Rhonda Foster answered the knock on her door Sunday afternoon and saw four police officers carrying rifles and lining the stairwell leading to her second-story apartment.

She and her husband were told by police that a gunman had taken a woman hostage in her apartment in their building and were rushed, wearing only T-shirts and shorts, out of their home.

"It scared the tar out of me," Foster recalled Monday evening. "You don't expect that to happen when someone knocks on your door."

Things got crazier when Foster and her husband made it to the bottom of the stairwell, where officers were escorting people away from the building.

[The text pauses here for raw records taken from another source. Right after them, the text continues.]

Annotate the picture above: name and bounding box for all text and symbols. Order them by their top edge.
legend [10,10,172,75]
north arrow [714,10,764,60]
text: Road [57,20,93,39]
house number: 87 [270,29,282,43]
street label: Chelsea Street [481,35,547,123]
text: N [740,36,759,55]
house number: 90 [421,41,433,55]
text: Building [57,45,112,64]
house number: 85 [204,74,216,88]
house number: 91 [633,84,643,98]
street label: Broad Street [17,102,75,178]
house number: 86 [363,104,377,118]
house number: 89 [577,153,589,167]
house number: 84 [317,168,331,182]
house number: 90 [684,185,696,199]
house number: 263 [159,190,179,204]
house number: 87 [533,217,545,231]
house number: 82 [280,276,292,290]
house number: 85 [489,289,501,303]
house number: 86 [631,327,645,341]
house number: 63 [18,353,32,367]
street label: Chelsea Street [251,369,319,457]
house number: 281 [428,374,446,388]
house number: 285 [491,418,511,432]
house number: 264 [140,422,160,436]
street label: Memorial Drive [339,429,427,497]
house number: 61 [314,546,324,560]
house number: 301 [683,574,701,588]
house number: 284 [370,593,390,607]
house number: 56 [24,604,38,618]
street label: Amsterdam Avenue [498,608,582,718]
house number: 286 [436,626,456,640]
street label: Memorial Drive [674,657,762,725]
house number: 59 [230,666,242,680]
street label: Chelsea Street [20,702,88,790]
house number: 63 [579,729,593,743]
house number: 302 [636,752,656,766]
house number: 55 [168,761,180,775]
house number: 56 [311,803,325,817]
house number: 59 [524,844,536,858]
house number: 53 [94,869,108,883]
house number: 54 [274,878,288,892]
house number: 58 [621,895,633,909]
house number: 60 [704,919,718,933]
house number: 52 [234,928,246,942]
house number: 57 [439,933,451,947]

Foster heard seven gunshots. She had no way of knowing that the chaos at her central valley apartment complex would turn into a standoff between a gunman and police that would last throughout the night and into the next morning.

Las Vegas police said the man who took the woman hostage Sunday at the Sedona Hills complex, at 2895 E. Charleston Blvd., near Fremont Street, was shot and killed by police early Monday.

Police said the suspect, an unidentified 48-year-old man, randomly entered the woman's apartment Sunday afternoon.

Patrol officers responded to the initial call but backed off after they noticed the man had a gun.

Capt. Patrick Neville said officers were negotiating with the man to leave the apartment when he fired several shots at a sedan entering the parking lot.

Neville said the suspect mistakenly thought the sedan was an undercover police vehicle. It was being driven by a 21-year-old man with his teenage siblings in the car.

After the man began shooting, patrol officers fired several shots at the suspect. No one in the sedan was harmed, but the suspect might have been struck in the shoulder by gunfire, Neville said.

"That's still unconfirmed," he said.

SWAT officers were called to the scene and began a 12-hour negotiation with the man, Neville said. About 4:30 a.m. Monday, SWAT entered the apartment. The suspect fired a shot at police. One officer returned fire with a single shot, fatally striking the suspect.

Neville said police feared for the woman's safety after the prolonged standoff and decided to enter the apartment.

"They made the appropriate choice," he said.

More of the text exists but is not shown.